Denz hat sich in größerem Umfang Hilfe bei Fremdunternehmen geholt. Die Niederhöfer Firma Baier half ihm die Käferbäume zu fällen, zu entasteten und brachte sie auf die vom Käufer gewünschte Länge. Die Firma Matt aus Hochsal transportierte die Stämme zu den Lagerplätzen und errichtete dort Polder für die Holzaufkäufer.

Das Schwachholz vermarktet Denz über die Forstbetriebsgemeinschaft Vorderer Hotzenwald. Deren Hauptabnehmer in diesem Segment sei die Firma Gutex in Gurtweil, die daraus Holzfaserplatten herstelle. Die Wipfelstücke verkauft Denz selbst. Seine Abnehmerin ist hier die Firma Kammerer aus Niederhof, die daraus Hackgut für Holzschnitzelheizungen macht. Auch um die Vermarktung der Stämme kümmert sich Denz selbst, obwohl er auch dies der Forstbetriebsgemeinschaft überlassen könnte. Die Stämme nimmt ihm das Sägewerk Jehlin aus Hänner ab.
Im Augenblick ist Denz dabei, das Entastholz der gefällten Bäume zusammenzulesen und zu verbrennen. „Allgemein wird im Wald viel zu wenig aufgeräumt“, sagt er. Doch es ist nicht reine Ordnungsliebe, die ihn triebt. „Schauen sie!“, sagt er und zeigt auf den Boden. Überall sprießen dort kleine grüne Nadelpflanzen. „Weißtannen!“ Denz setzt auf seinen leergeräumten Käferholzflächen auf Naturverjüngung.
„Mal sehen, was da wächst. Man weiß eh nicht mehr, was man pflanzen soll.“Herbert Denz, Privatwaldbesitzer
Wegen des erwarteten Klimawandels sehen viele Forstwirte die Fichte als Problembaum und raten, sie durch die Douglasie oder andere Bäume zu ersetzen, die besser mit Hitze und Trockenheit umgehen können.
Markus Jehlin hält nichts von dieser Strategie. Der 44-Jährige betreibt vier Kilometer nördlich von Binzgen in Hänner eines von nur noch vier größeren Sägewerken im Landkreis. Außerdem besitzt er selbst 24 Hektar Wald.

„Fichte. Für mich gibt es nichts anderes. Der Baum wird sich schon akklimatisieren“, widerspricht Jehlin der Auffassung der meisten Forstwirte. Er hält die Fichte für unverzichtbar.
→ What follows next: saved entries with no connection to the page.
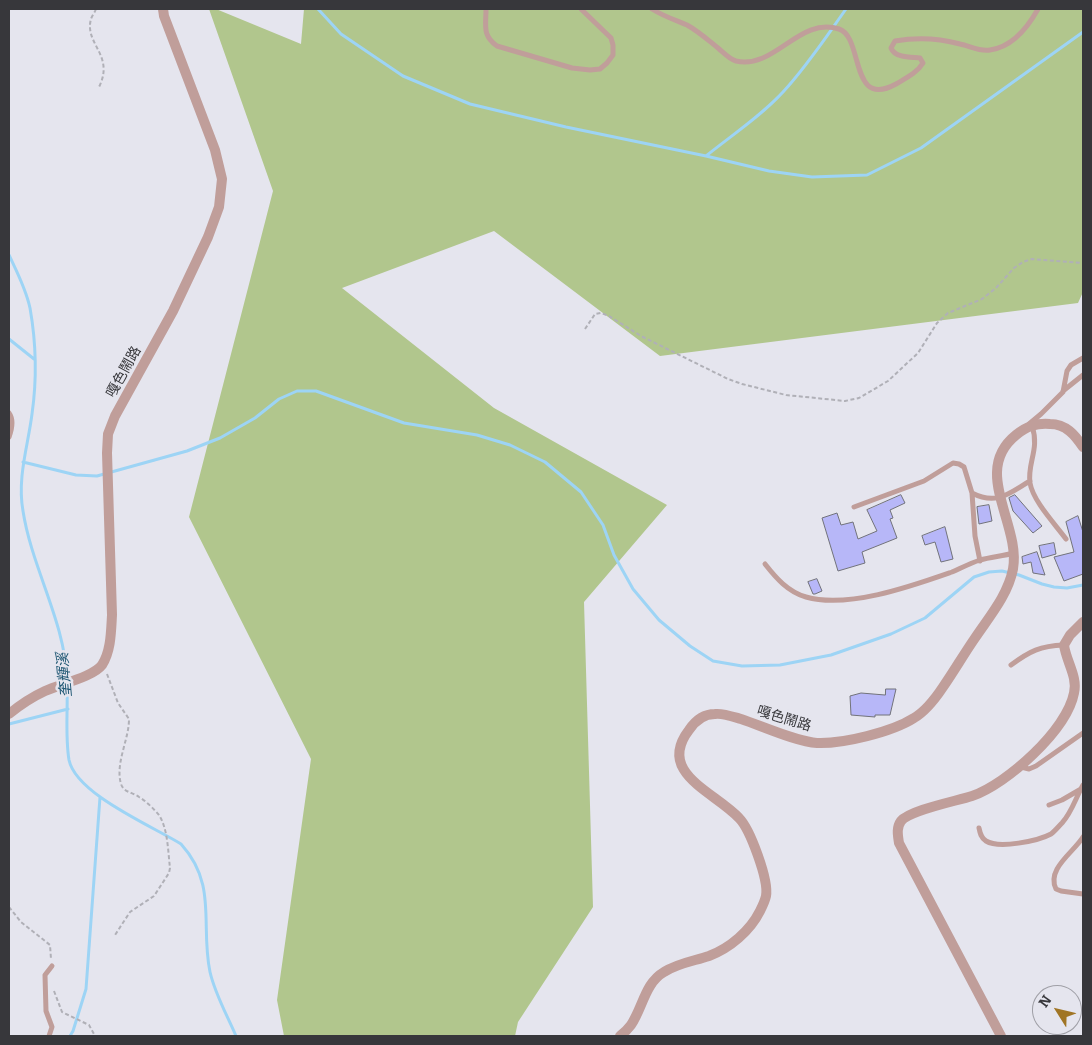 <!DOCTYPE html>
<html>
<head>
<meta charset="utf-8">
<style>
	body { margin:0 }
	#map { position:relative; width:1092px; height:1045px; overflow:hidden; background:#e5e5ee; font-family:Bitter,serif }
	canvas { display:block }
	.frame { position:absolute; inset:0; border:10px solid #37373b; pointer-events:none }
	.north { position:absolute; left:1032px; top:985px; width:50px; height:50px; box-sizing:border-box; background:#e5e5ee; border:1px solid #9f9fa6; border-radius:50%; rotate:306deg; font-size:14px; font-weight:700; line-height:20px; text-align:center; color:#37373b }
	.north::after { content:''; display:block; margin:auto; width:18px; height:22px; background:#a07525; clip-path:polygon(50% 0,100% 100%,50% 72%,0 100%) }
</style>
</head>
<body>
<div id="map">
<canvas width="1092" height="1045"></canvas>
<div class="frame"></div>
<div class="north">N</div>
</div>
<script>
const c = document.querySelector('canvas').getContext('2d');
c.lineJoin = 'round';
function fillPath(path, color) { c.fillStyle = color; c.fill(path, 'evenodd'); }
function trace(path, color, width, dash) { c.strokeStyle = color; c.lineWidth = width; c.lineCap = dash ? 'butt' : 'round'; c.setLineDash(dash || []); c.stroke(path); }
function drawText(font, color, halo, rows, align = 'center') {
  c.font = font + ' Bitter,"Noto Sans TC",serif'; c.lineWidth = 5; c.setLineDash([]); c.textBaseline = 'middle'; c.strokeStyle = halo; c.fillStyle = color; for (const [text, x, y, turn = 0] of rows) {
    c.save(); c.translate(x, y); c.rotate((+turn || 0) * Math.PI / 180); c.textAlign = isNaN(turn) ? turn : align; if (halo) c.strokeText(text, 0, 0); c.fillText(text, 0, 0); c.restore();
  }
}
fillPath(new Path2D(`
	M209,9H216L301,44L304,9H1083V292L1078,303L660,356L494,231L342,288L494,408L667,505L584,602L593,907L518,1022L515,1036H284L277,1000L311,759L189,517L273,191Z`), '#b1c68d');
trace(new Path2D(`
	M318,9L341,34L403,76L470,104L566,127L706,156L769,171L812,177L867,175L921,148L1083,32
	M706,156C732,135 761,116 783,92C807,66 826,37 846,9
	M9,255C17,272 26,289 30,308C36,342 37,379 32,414C28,446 17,478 23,511C32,569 65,621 67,680
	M9,339L34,359
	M23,462L76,475L97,476L187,451L220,438L255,418L279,399L297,391H316L404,423L477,435L510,445L545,462L581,492L603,525L614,555L633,589L659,620L690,646L713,661L742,666L780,665L831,655L891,634L925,618L974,577L989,572L1002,571L1019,575L1042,584L1054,587L1067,588L1083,585
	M67,686C68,710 65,736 69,760C76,794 152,826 181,844C218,885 200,924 210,972C215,994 227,1015 236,1036
	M9,724L68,709
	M70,1036L73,1031L86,989L100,797`), '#9dd4f5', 3);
const building = new Path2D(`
	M901,495L905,503L890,510L893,518L890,519L897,538L862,552L865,563L838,571L822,518L837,513L841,525L853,522L858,539L877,531L867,510Z
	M1015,495L1042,526L1033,533L1013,511L1009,498Z
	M989,505L992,521L979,524L977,507Z
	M1078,516L1083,532V574L1064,581L1054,557L1074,552L1066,522Z
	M945,527L953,559L941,562L935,542L925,545L922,536Z
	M1054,543L1056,554L1042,558L1039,546Z
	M1037,552L1045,575L1033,573L1031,562L1023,564L1022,557Z
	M817,579L822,591L815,594H813L808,582Z
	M886,689H896L890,715H875V717L851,715L850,696L861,693L885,695Z`);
fillPath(building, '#b7b7f8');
trace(building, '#71727a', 1);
trace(new Path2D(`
	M96,9C95,12 92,16 91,19C84,44 115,55 99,87
	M585,329L595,314L601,313L609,316L641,336L728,379L742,384L786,395L845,401L859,398L888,381L918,353L937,323L948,313L982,299L996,288L1014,268L1023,262L1032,259L1083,263
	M107,674L118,703L129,719C129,740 115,763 121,784C124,793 133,792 139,797C146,801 154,809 159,815C168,829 168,852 170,868L169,873L154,896L130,912L115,935
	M9,907L21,922L50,945L51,959
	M54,991L62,1012L89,1025L95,1036`), '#b0b0b7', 2, [4, 2.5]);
trace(new Path2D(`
	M486,9C486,26 482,35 497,46L572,68L590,70L600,69L607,63L613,55V45L611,38L581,9
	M652,9C663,16 675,20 687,25C698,31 708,40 718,48C723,52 729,59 736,61C775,70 799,16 839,29C864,37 849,110 896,84C906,78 917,73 923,63L920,58C910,57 895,58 891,48L895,41C917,37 938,38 960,44C970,46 980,52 990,50C1012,47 1028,27 1038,9
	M1063,391L1083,375
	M9,413C14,420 12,429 9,437
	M1029,424L1041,414L1063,392L1067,371L1071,365L1083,358
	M1032,426C1040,449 1027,463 1030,483C1033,501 1055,524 1066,539
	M972,493L975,536L980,561
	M854,507L924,481L953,463L959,464L964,467L972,493C997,506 1009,493 1030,481
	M765,564C776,578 788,592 806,597C848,609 912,586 952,572C961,568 971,563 980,560C991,557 1003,556 1014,553
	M1011,665C1030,651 1040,646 1064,645
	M1021,767L1029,769L1036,766L1083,733
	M1049,805L1062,800L1081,789
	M979,828C980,833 981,838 986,841C999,849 1038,841 1051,834C1055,831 1059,826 1062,823C1072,812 1076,797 1083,785
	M1083,837C1074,852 1046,869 1056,889L1061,891L1083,894
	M49,1036L52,1027L46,1011L45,975L52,966`), '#c09e9a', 5);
trace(new Path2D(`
	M9,714C20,705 32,697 45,691C60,684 93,677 102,665C111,651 111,632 112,615L107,453L108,434L115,416L173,311L208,237L219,207L222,179L215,150L164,16L163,9
	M620,1036C624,1033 628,1029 631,1025C643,1007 645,983 664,972C678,963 694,961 709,956C730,948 750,931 760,911C762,907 765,901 766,896C769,880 750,829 739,818C715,792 656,773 689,730C695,721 704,714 715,714C723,713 734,717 741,719C762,726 797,742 817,743C843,744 892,732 914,718C926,711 935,699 943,687C954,671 964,654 975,638C989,617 1008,595 1013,569C1021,524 971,471 1016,435C1027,426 1036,423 1050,424C1066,424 1075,435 1083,447
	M1001,1036L899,843C898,836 896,828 901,821C910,810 957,801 972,796C1007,784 1067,730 1074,693C1078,677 1066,661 1064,645L1070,635L1083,622`), '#c09e9a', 10);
drawText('14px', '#37373b', '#e5e5ee', [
	["嘎色鬧路",124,372,-61],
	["嘎色鬧路",784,719,17]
]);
drawText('italic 15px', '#225975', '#e5e5ee', [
	["奎輝溪",65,675,-95]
]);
</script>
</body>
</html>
Er selber will in seinem Wald die vom Borkenkäfer vernichteten Bestände nachpflanzen.
„Irgendwann wird uns all das Holz, das wir jetzt geschlagen haben, fehlen. Vor allem im Landkreis Waldshut. Das ist das größte Problem, das ich sehe.“Markus Jehlin, Betreiber eines Sägewerks
Völlig unzufrieden ist Jehlin mit der Entwicklung des Preises. Vor der Käferplage habe der bei 90 Euro für den Kubikmeter Fichtenstammholz gelegen, Mitte 2018 seien es noch 60 Euro gewesen und mittlerweile gerade einmal noch 30 Euro. „In Bayern zahlen sie teilweise 25 Euro.“ Von dieser Entwicklung profitierten die Sägereien mitnichten, so Jehlin. Trotz gestiegener Preise für Löhne, Energie und Transport erhalte er jetzt für den Kubikmeter Schnittware 70 bis 80 Euro weniger. So sei der Preis für Kantholz von einst 260 auf jetzt 190 Euro gefallen.
Wie geht es weiter mit der Borkenkäfergefahr? Forstfachleute geben keine Entwarnung. Kommt ein milder Winter und ein warmes Frühjahr, droht 2020 das dritte Käferjahr in Folge.